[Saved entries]

*** Block opens ***

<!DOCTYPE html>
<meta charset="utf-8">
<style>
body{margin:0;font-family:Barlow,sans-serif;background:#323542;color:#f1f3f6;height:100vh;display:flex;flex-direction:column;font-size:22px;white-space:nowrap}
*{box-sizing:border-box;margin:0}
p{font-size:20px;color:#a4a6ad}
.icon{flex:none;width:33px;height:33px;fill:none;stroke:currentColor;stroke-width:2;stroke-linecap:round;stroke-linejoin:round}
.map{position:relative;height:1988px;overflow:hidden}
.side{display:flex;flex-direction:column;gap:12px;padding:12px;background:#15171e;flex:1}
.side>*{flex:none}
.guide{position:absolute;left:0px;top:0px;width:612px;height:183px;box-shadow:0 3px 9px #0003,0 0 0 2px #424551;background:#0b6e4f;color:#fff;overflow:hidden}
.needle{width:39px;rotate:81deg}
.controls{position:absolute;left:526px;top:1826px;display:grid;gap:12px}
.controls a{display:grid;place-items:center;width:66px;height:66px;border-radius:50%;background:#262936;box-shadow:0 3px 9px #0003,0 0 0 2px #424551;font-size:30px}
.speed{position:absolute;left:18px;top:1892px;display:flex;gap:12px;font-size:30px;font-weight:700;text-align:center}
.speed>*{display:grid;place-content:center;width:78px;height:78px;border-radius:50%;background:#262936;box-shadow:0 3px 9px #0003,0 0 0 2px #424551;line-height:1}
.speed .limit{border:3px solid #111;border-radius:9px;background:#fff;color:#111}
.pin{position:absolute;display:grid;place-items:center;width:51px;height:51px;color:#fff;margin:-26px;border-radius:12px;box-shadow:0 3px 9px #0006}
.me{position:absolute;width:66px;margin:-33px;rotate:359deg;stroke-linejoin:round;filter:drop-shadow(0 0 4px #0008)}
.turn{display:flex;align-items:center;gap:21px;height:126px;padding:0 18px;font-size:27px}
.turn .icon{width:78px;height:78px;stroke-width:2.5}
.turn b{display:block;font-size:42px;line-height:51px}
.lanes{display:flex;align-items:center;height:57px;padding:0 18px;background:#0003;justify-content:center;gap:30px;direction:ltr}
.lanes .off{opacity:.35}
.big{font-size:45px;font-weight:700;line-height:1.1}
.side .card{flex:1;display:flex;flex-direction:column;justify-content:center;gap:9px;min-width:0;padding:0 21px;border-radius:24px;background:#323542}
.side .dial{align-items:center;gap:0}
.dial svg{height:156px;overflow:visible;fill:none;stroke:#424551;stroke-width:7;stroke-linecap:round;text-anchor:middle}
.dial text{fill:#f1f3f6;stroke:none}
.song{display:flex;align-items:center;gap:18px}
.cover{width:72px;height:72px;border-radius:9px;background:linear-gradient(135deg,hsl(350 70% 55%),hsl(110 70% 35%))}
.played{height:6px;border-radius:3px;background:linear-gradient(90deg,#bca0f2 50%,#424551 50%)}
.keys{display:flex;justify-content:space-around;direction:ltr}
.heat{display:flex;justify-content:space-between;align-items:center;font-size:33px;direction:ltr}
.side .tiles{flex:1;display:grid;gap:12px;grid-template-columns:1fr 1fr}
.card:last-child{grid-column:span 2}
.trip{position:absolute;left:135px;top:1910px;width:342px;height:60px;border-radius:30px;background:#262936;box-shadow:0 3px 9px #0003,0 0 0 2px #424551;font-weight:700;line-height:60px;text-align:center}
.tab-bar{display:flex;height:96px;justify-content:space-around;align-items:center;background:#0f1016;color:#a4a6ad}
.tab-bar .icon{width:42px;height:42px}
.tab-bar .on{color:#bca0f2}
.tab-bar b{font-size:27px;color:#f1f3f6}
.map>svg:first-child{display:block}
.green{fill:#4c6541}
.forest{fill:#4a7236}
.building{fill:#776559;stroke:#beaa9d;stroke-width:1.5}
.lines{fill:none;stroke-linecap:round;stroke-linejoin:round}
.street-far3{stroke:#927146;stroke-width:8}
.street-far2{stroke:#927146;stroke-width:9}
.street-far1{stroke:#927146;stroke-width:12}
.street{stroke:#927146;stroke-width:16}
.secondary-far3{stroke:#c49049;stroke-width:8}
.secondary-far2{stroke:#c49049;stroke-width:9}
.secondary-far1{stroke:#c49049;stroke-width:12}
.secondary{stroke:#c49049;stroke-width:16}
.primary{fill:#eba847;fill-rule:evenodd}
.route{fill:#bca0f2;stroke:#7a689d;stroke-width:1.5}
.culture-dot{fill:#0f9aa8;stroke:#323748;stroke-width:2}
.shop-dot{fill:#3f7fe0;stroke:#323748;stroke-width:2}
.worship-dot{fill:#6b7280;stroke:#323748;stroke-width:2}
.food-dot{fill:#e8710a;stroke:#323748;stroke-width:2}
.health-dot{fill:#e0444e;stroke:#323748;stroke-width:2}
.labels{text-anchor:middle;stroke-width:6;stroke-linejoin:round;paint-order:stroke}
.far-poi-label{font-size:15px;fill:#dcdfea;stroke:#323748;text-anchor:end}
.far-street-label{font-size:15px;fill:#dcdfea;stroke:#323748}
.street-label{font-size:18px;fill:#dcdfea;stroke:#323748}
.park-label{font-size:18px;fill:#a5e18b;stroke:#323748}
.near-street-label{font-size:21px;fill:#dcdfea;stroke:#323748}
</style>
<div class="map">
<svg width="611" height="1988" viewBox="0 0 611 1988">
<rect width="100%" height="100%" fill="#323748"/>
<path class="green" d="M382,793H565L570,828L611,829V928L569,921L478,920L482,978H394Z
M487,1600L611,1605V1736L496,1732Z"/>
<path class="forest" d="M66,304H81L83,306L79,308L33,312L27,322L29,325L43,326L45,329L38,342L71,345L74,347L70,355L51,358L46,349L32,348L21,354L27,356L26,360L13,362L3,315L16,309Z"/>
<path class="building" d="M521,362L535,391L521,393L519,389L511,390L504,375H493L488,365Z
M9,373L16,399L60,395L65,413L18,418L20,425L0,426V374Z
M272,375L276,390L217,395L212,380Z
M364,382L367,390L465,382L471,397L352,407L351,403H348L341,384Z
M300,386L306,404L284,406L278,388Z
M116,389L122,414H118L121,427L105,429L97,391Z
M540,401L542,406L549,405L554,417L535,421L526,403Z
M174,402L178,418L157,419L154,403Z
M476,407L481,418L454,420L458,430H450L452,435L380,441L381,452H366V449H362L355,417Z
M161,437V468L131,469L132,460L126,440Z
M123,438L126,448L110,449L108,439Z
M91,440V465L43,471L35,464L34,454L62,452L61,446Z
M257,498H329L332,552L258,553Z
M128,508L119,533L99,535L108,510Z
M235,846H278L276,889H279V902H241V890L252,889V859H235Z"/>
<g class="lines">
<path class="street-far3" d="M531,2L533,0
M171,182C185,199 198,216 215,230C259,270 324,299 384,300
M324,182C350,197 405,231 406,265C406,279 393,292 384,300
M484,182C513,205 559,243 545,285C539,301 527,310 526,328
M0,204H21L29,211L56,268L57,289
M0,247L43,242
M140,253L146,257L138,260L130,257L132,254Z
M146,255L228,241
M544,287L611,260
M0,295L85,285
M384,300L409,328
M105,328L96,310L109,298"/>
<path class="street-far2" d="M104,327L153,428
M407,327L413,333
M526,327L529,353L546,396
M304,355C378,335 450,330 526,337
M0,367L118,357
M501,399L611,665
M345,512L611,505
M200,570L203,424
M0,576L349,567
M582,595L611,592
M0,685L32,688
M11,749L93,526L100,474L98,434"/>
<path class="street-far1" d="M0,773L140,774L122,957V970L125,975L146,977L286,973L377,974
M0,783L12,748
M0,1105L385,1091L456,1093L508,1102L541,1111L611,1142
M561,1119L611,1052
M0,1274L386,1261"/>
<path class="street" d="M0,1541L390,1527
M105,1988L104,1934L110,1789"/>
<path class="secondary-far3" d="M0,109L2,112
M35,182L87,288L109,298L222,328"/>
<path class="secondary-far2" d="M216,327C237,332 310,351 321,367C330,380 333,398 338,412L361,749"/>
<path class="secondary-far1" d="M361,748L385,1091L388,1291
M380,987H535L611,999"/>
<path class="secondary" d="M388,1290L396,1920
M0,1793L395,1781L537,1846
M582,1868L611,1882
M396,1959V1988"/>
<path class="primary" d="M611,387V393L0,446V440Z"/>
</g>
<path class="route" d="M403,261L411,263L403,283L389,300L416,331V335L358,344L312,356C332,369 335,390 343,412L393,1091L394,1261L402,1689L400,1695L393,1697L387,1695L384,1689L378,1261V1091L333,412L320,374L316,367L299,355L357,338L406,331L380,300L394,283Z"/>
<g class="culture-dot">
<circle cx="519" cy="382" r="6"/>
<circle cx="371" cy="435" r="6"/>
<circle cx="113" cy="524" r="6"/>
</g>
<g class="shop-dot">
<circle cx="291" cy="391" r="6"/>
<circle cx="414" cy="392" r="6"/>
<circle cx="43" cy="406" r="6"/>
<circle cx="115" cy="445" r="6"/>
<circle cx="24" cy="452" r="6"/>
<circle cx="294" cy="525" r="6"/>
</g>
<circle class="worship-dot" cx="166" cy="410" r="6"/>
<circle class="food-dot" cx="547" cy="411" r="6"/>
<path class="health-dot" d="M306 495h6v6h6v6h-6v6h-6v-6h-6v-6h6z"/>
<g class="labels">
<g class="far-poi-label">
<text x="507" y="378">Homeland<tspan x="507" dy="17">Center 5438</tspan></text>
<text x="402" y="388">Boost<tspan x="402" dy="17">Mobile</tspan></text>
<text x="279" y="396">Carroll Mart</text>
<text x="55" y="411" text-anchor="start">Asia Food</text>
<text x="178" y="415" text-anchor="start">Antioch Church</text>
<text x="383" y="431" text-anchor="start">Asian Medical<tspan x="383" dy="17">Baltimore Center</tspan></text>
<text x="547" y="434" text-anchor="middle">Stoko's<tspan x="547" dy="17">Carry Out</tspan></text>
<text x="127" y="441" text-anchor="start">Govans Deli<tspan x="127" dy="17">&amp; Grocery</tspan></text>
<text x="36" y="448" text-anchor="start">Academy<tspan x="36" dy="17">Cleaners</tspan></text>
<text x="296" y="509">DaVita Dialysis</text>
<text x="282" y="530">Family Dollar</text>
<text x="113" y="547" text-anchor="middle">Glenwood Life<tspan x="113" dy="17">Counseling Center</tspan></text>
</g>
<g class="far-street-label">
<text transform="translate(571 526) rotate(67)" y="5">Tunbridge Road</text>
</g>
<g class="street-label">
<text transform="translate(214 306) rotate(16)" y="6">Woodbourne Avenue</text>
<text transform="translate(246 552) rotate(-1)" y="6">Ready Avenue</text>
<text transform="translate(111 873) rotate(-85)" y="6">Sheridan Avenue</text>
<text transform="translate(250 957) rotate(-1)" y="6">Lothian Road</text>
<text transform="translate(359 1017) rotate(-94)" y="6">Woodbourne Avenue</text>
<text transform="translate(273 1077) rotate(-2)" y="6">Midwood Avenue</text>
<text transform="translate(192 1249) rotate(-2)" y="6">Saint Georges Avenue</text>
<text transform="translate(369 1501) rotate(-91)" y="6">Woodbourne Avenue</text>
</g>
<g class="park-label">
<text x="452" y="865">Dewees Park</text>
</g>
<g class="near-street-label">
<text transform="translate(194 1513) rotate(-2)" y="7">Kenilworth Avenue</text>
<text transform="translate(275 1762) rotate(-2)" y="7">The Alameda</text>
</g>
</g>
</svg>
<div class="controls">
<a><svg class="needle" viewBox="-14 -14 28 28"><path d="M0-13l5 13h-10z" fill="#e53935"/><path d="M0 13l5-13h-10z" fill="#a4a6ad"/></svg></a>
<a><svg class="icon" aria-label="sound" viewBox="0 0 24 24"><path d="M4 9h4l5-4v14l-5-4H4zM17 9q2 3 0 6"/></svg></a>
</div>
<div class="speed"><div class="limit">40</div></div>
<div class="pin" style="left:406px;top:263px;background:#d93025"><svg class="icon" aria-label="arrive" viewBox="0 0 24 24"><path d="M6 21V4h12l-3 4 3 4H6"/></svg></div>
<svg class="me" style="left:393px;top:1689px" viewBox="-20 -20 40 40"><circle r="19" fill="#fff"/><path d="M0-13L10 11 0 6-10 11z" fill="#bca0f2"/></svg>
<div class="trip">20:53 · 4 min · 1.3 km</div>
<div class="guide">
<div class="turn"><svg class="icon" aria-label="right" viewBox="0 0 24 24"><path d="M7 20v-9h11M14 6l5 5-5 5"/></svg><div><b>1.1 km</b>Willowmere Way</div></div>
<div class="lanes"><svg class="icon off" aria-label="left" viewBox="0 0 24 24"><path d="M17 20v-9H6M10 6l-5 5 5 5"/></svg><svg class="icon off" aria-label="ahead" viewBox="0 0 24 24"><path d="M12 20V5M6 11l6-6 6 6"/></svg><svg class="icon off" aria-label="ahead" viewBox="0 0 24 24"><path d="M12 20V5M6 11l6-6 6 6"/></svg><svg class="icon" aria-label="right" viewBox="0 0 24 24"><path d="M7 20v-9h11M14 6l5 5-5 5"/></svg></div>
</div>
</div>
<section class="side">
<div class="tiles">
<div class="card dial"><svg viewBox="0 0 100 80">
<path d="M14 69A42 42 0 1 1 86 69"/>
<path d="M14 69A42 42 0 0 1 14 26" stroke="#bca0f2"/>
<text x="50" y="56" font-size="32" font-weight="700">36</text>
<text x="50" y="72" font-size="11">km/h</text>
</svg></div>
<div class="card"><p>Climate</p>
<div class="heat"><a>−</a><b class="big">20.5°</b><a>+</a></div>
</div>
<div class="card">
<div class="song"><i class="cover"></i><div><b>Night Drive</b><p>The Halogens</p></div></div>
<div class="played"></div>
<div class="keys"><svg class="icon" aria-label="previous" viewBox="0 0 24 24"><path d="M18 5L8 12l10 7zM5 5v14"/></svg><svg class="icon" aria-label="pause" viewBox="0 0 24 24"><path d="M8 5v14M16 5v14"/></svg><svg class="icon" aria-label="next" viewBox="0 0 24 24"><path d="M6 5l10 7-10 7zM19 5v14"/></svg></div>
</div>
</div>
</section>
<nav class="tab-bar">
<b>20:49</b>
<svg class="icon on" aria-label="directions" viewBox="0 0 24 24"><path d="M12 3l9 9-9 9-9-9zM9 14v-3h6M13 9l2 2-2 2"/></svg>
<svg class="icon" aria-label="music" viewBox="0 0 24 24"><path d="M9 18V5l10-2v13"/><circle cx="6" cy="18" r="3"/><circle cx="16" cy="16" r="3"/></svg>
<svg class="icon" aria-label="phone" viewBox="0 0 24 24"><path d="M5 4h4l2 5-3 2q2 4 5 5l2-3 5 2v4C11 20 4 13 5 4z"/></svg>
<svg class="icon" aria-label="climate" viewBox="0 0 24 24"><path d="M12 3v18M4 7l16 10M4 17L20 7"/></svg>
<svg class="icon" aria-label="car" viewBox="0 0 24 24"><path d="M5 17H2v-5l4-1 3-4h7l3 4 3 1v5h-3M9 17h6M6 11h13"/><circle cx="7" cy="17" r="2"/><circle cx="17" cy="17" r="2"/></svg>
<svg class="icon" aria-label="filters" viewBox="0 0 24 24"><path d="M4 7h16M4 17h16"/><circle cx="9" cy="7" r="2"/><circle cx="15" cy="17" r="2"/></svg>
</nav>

*** Block closes ***

Work instructions: Find the word "green" in the entries above, then copy each line that holds it.

Problem solution:
.green{fill:#4c6541}
<path class="green" d="M382,793H565L570,828L611,829V928L569,921L478,920L482,978H394Z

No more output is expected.